Born in Paris, Duvivier studied at the Conservatoire de Paris, where she received first prize for her work. On December 19, 1881, she created the role of Salomé in Hérodiade by Jules Massenet at La Monnaie in Brussels, afterwards accompanying the composer to a dinner party given for French attendees of the performance. She debuted at the Paris Opera on June 20, 1883, as Valentine in Les Huguenots by Giacomo Meyerbeer. Other of his operas in which she sang include L'Africaine, in which she performed Selika, and Le prophète, in which she sang Berthe; among the other roles which she essayed during her career were Ortrud in Lohengrin by Richard Wagner, Inez in La favorite by Gaetano Donizetti, Leonora in Il trovatore by Giuseppe Verdi, Marguerite in La damnation de Faust by Hector Berlioz, and Margherita in Mefistofele by Arrigo Boito. She also performed the music of Augusta Holmès.
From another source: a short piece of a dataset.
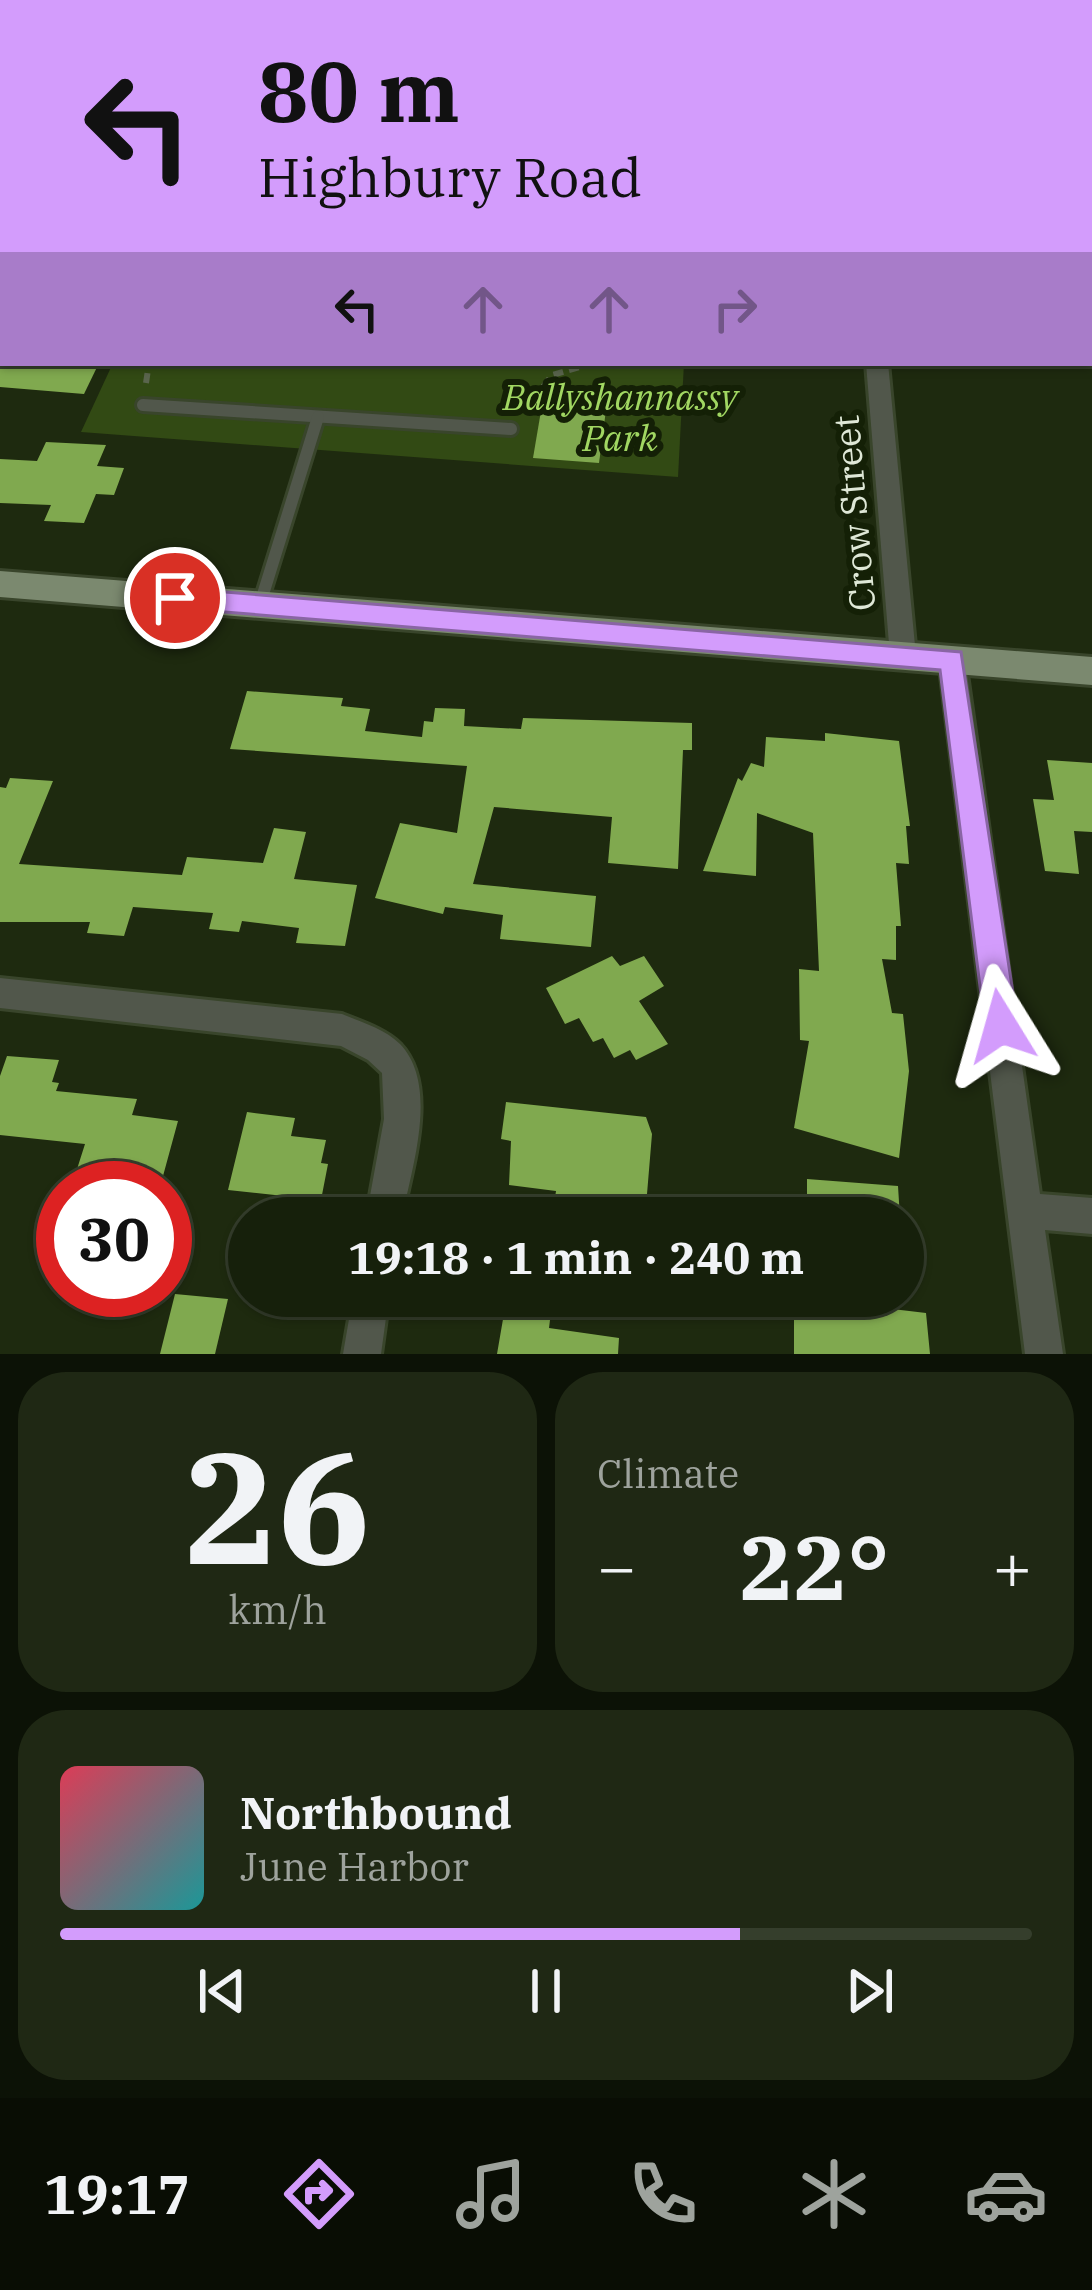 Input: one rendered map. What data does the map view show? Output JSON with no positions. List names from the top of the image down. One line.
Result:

Massenet spoke highly of her "talent, reputation, and beauty", for which she won plaudits during her career. Besides Paris and Brussels, she also sang in Nantes. Duvivier married an inventor and had a daughter, Marguerite, whose son was archaeologist Max Mallowan. She later translated English novels into French under the pseudonym "Luce Gritte".